Pulsatilla is helpful for acute flare-ups with sensitivity and redness, along with a yellowish discharge. Pulsatilla animals like to sit near open windows, hate getting their paws wet and won’t go out in the rain. They also tend to have a very sweet (and slightly needy) disposition.
Hepar Sulph is useful for irritable animals who don’t like to have their inflamed ears touched.
Sulphur is often recommended for long term, stubborn skin conditions and also has some success in ear infection treatment. Excessive scratching or pawing at the ears may be an indicator for sulphur.
Silica is worth considering to help ‘push out’ a foxtail or other foreign object form the ears.
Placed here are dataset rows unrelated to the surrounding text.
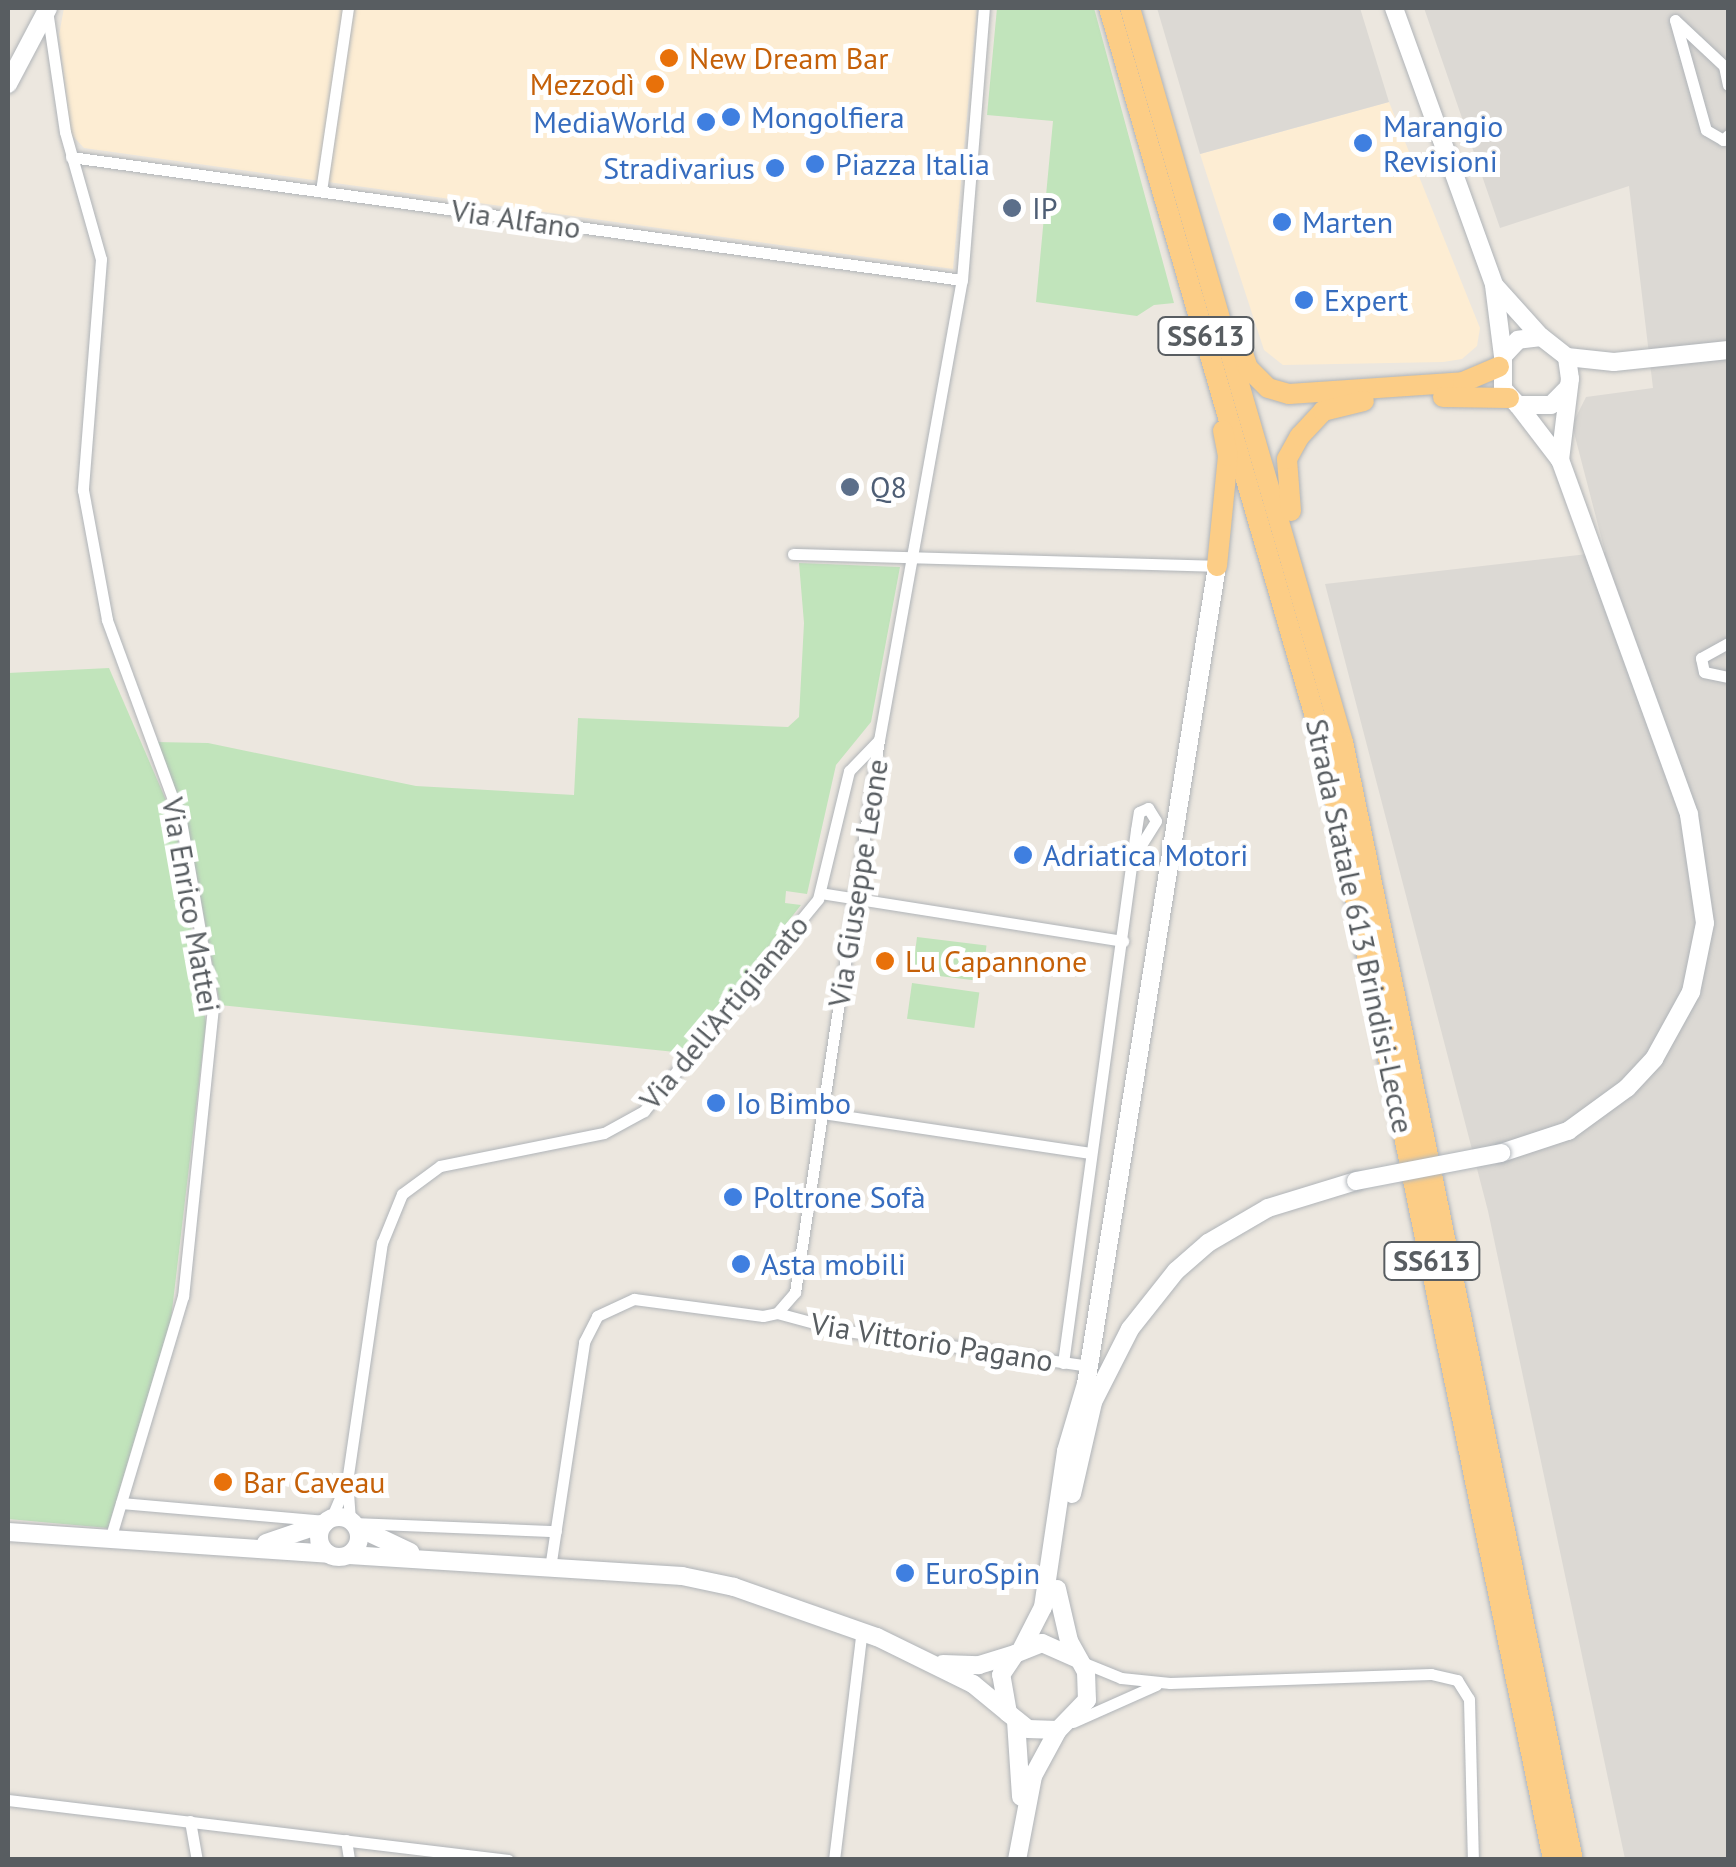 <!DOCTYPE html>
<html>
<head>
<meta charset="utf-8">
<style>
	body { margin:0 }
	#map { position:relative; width:1736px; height:1867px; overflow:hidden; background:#ece7df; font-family:"PT Sans",sans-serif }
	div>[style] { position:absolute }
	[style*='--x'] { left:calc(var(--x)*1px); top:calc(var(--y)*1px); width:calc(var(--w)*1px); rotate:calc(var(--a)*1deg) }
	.commercial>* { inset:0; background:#fdedd3 }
	.industrial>* { inset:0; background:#dcd9d4 }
	.green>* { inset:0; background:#c1e4bb; transform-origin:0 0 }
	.roads { filter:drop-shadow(0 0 2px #b0b4b8) drop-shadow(0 0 2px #b0b4b8) }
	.street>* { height:11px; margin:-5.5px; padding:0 5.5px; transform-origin:5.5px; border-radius:5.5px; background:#fff }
	.secondary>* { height:18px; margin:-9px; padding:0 9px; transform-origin:9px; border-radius:9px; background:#fff }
	.secondary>.ring { margin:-9px; padding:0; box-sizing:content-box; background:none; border:18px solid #fff; border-radius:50% }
	.highway>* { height:20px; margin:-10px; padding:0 10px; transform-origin:10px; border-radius:10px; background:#fccd86 }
	.bridges { filter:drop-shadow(0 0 2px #b1b6bb) drop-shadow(0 0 2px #b1b6bb) }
	.secondary-bridge>* { height:18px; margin:-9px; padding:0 9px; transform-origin:9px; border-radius:9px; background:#fff }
	.dots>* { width:28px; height:28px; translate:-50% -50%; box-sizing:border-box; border:5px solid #fff; border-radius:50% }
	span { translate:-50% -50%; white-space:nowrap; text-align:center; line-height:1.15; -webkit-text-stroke:10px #fff; paint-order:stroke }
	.shield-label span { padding:2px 8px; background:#fff; border:2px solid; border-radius:8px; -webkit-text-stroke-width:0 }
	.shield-label { font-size:28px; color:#585d61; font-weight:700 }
	.food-label { font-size:30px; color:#c56008 }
	.left { translate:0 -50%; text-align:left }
	.right { translate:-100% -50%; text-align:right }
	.shop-label { font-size:30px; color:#366cbe }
	.service-label { font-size:30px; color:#4e5e75 }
	.street-label { font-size:30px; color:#585d61 }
	.frame { position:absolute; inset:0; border:10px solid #585d61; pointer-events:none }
</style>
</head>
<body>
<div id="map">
	<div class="commercial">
		<i style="clip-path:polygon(64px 8px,977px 8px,953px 269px,84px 148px,71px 134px,59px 35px)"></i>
		<i style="clip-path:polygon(1389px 102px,1480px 328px,1477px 346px,1462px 359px,1443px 362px,1283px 365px,1264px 350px,1200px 154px)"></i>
	</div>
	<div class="industrial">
		<i style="clip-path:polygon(1157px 8px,1360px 8px,1389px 102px,1200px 154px)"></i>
		<i style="clip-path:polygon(1424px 8px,1728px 8px,1728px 1859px,1625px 1859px,1488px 1211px,1325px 584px,1605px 552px,1572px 425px,1586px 397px,1653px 388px,1629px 186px,1500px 228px)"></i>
	</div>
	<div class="green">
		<i style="clip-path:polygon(997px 8px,1094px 8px,1174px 303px,1154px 305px,1137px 316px,1036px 302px,1053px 121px,987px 115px)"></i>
		<i style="clip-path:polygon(799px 563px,900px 567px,871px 722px,836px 765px,807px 894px,786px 891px,785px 903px,801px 905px,681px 1058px,675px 1052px,220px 1005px,186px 817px,155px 742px,208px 743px,416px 786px,574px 795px,578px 718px,788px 727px,799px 717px,804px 623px)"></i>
		<i style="clip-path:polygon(109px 668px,175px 821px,206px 1023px,171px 1319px,108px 1528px,8px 1519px,8px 673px)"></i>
		<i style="left:917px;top:937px;width:70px;height:36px;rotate:7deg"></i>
		<i style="left:912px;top:983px;width:68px;height:36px;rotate:8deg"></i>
	</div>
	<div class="roads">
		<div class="street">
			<i style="--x:47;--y:10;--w:123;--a:81.6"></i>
			<i style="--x:65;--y:132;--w:132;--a:74.2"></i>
			<i style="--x:101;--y:259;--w:232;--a:94.5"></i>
			<i style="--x:83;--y:490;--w:132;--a:79.5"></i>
			<i style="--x:107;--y:620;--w:214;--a:69.8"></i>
			<i style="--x:181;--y:821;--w:189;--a:80.2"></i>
			<i style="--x:213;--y:1007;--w:291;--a:95.9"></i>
			<i style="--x:183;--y:1296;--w:255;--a:106.7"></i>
			<i style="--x:1728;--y:85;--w:19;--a:-102"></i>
			<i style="--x:1724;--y:66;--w:67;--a:-136.8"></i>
			<i style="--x:1675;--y:20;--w:114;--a:74.3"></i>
			<i style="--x:1706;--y:130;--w:20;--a:30"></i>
			<i style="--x:1723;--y:140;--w:7;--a:-45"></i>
			<i style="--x:71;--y:157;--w:899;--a:7.86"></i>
			<i style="--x:321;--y:191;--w:185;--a:-81.6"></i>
			<i style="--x:793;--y:554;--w:424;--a:1.6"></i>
			<i style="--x:1728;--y:643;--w:31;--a:151"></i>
			<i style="--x:1701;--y:658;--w:14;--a:78"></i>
			<i style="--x:1704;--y:672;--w:25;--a:12"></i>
			<i style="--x:820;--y:893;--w:307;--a:9"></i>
			<i style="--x:823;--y:1113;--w:270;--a:8.5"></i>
			<i style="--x:777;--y:1313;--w:65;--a:15.1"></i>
			<i style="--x:840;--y:1330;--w:252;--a:8.2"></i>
			<i style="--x:1063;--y:1363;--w:538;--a:-82.2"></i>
			<i style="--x:1136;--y:830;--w:18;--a:-81"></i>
			<i style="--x:1139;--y:812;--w:10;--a:-24"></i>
			<i style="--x:1148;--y:808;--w:15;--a:58"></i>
			<i style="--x:1156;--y:821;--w:34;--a:122"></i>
			<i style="--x:121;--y:1503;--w:208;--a:5"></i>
			<i style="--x:331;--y:1519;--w:36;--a:-67"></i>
			<i style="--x:350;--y:1521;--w:39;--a:-94"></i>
			<i style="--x:347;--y:1482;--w:242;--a:-81.7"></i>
			<i style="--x:382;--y:1243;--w:53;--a:-67.8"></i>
			<i style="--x:402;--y:1194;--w:47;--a:-36.4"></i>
			<i style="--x:440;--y:1166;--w:167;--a:-11.4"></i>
			<i style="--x:604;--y:1133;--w:46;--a:-28.8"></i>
			<i style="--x:644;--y:1111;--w:274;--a:-50.6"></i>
			<i style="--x:818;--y:899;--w:132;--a:-76.4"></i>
			<i style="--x:849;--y:771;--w:43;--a:-45.9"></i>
			<i style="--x:353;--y:1523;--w:203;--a:2.3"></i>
			<i style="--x:550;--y:1568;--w:229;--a:-81.4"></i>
			<i style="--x:584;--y:1342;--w:29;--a:-63"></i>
			<i style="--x:597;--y:1316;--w:41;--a:-24.7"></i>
			<i style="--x:634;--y:1299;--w:130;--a:7.5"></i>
			<i style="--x:763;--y:1316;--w:14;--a:-12"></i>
			<i style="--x:777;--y:1313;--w:28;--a:-49"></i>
			<i style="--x:795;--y:1292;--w:558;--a:-81.35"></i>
			<i style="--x:879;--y:740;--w:467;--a:-79.8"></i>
			<i style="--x:962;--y:280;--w:273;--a:-85.4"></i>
			<i style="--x:1082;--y:1662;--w:42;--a:22.3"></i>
			<i style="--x:1121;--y:1678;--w:49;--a:5.8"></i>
			<i style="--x:1170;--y:1683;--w:261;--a:-2"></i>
			<i style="--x:1431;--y:1674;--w:27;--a:13"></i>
			<i style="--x:1457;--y:1680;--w:22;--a:58"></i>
			<i style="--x:1469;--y:1699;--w:161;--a:88.6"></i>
			<i style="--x:1073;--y:1722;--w:91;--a:-24"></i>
			<i style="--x:8;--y:1800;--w:504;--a:6.84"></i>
			<i style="--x:190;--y:1821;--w:40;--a:80"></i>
			<i style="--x:346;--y:1840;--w:20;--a:81"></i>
			<i style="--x:834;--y:1860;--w:232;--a:-83.1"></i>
		</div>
		<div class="secondary">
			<i style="--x:1394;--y:8;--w:294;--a:70.1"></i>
			<i style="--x:1494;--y:285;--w:72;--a:82.8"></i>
			<i style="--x:8;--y:84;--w:86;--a:-62.2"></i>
			<i style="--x:1495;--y:286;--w:69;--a:48"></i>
			<i style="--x:1567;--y:357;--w:47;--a:6.1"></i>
			<i style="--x:1614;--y:362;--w:115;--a:-6"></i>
			<i style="--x:1560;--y:460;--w:82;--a:-83"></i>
			<i style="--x:1570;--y:379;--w:22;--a:-98"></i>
			<i style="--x:1567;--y:357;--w:33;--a:-142"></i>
			<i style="--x:1541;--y:337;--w:23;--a:173"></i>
			<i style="--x:1518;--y:340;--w:22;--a:133"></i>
			<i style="--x:1503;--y:356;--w:33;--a:90"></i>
			<i style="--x:1503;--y:389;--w:22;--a:47"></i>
			<i style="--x:1518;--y:405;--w:33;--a:0"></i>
			<i style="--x:1551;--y:405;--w:23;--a:-45"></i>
			<i style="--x:1501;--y:1153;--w:71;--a:-18.2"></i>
			<i style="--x:1568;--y:1131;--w:73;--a:-36.1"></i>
			<i style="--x:1627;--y:1088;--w:40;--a:-47"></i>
			<i style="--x:1654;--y:1059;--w:77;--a:-61.1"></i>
			<i style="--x:1691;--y:992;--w:70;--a:-78.5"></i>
			<i style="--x:1705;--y:923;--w:110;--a:-98.4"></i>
			<i style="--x:1689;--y:814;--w:377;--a:-110"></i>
			<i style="--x:1560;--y:460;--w:69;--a:-127.4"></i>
			<i style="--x:1072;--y:1494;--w:94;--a:-77.1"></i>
			<i style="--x:1093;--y:1402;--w:82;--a:-63.1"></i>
			<i style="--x:1130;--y:1329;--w:74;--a:-51.6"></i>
			<i style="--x:1176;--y:1271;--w:43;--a:-41.2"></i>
			<i style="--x:1208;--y:1243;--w:69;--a:-30.3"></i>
			<i style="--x:1268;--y:1208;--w:92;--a:-17.1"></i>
			<i class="ring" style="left:319px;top:1517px;width:22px;height:22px"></i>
			<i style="--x:357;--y:1527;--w:59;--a:25.3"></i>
			<i style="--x:8;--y:1532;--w:321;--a:3.9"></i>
			<i style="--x:266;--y:1543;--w:62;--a:-18.7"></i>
			<i style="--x:349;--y:1555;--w:334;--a:3.6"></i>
			<i style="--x:682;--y:1576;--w:53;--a:11.9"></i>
			<i style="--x:734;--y:1587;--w:151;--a:19.3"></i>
			<i style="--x:877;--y:1637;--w:107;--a:26.1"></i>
			<i style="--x:973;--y:1684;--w:45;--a:39.6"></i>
			<i style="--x:1057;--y:1589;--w:53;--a:77"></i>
			<i style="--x:1069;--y:1641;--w:35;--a:61"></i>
			<i style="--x:1086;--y:1672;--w:28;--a:88"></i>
			<i style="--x:1087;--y:1700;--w:42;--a:134"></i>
			<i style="--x:1058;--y:1730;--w:30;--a:-178"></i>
			<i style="--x:1028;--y:1729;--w:26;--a:-141"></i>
			<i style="--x:1008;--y:1713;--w:39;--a:-100"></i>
			<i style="--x:1001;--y:1675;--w:25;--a:-56"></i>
			<i style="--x:1015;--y:1654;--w:29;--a:-22"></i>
			<i style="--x:1042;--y:1643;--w:39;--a:24"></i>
			<i style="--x:1021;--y:1650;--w:48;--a:-62.9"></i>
			<i style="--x:1043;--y:1607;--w:158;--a:-81.6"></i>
			<i style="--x:1066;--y:1451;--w:70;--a:-73.4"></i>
			<i style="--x:1086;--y:1384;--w:828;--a:-80.9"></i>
			<i style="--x:943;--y:1664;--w:36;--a:2"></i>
			<i style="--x:979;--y:1665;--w:38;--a:-17"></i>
			<i style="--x:1016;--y:1721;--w:76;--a:86.2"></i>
			<i style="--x:1017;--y:1860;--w:86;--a:-79.2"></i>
			<i style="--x:1033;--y:1776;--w:52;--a:-61.5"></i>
		</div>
		<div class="highway">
			<i style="--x:1109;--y:8;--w:771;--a:73.8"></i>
			<i style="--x:1324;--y:748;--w:1135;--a:78.36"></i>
			<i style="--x:1130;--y:8;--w:764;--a:73.82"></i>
			<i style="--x:1343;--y:742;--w:1141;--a:78.38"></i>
			<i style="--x:1242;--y:350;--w:19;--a:72"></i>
			<i style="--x:1248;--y:368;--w:28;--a:45"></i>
			<i style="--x:1268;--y:388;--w:22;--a:16"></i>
			<i style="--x:1289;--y:394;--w:174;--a:-3.9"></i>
			<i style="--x:1463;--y:382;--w:39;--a:-23"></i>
			<i style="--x:1443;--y:397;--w:66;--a:0.9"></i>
			<i style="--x:1291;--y:511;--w:52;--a:-94.4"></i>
			<i style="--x:1287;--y:459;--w:26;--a:-61"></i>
			<i style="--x:1300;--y:436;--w:34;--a:-47"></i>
			<i style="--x:1323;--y:411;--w:42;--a:-13.7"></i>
			<i style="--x:1217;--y:566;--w:111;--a:-84.3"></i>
			<i style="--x:1228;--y:456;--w:26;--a:-101"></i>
		</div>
	</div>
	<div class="bridges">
		<div class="secondary-bridge">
			<i style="--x:1356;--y:1181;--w:148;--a:-10.9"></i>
		</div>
	</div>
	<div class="dots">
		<i style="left:669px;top:58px;background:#e8710a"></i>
		<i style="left:655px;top:84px;background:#e8710a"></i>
		<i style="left:731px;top:117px;background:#3f7fe0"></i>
		<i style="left:706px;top:122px;background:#3f7fe0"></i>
		<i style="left:1363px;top:143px;background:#3f7fe0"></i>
		<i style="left:815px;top:164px;background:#3f7fe0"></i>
		<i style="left:775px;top:168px;background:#3f7fe0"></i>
		<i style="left:1012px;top:208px;background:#5c6f8a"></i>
		<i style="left:1282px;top:222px;background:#3f7fe0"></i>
		<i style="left:1304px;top:300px;background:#3f7fe0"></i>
		<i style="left:850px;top:487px;background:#5c6f8a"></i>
		<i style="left:1023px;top:855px;background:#3f7fe0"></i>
		<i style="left:885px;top:961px;background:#e8710a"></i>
		<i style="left:716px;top:1103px;background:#3f7fe0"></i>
		<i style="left:733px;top:1197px;background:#3f7fe0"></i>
		<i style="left:741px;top:1264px;background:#3f7fe0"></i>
		<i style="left:223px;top:1482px;background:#e8710a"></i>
		<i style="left:905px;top:1573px;background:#3f7fe0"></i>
	</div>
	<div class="shield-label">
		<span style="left:1206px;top:336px">SS613</span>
		<span style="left:1432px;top:1261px">SS613</span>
	</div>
	<div class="food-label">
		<span class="left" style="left:689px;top:58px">New Dream Bar</span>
		<span class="right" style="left:635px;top:84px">Mezzodì</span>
		<span class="left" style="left:905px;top:961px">Lu Capannone</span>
		<span class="left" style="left:243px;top:1482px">Bar Caveau</span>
	</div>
	<div class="shop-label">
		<span class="left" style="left:751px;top:117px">Mongolfiera</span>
		<span class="right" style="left:686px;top:122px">MediaWorld</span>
		<span class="left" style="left:1383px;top:143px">Marangio<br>Revisioni</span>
		<span class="left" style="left:835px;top:164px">Piazza Italia</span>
		<span class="right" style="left:755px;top:168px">Stradivarius</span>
		<span class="left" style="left:1302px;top:222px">Marten</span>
		<span class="left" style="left:1324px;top:300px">Expert</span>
		<span class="left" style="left:1043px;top:855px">Adriatica Motori</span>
		<span class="left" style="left:736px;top:1103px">Io Bimbo</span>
		<span class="left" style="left:753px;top:1197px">Poltrone Sofà</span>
		<span class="left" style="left:761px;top:1264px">Asta mobili</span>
		<span class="left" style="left:925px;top:1573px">EuroSpin</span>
	</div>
	<div class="service-label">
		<span class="left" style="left:1032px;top:208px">IP</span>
		<span class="left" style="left:870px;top:487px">Q8</span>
	</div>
	<div class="street-label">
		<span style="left:516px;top:219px;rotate:8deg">Via Alfano</span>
		<span style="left:858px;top:883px;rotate:-81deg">Via Giuseppe Leone</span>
		<span style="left:191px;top:905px;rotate:80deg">Via Enrico Mattei</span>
		<span style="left:1360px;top:926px;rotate:78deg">Strada Statale 613 Brindisi-Lecce</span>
		<span style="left:724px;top:1012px;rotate:-50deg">Via dell'Artigianato</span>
		<span style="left:932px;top:1342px;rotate:9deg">Via Vittorio Pagano</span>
	</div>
	<div class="frame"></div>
</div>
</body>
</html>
Phosphorus is a good option for those dogs who suffer with cuts or hematomas to the pinna; it’s an excellent remedy for many types of bleeding.
For animals that have a severe, malodorous discharge that causes hair loss around and under the ears, Tellurium is helpful. The ears are extremely sensitive in the Tellurium patient, and the discharge may have a fish-like smell.
Treating ear problems (especially those that are stubborn and persistent) can be a very frustrating exercise. Deep seated infections can take a very long time to truly clear up and in most cases, an ‘attack from all angles’ is necessary. But natural remedies and a truly holistic approach that also considers diet and lifestyle combined with natural remedies, can be pivotal (and more effective than conventional medicine alone) in achieving a lasting cure.
As with any persistent health condition, always consult your veterinarian to be sure that a more serious underlying illness requiring expert medical attention, is not the cause. Always discuss home treatment options with your holistic vet.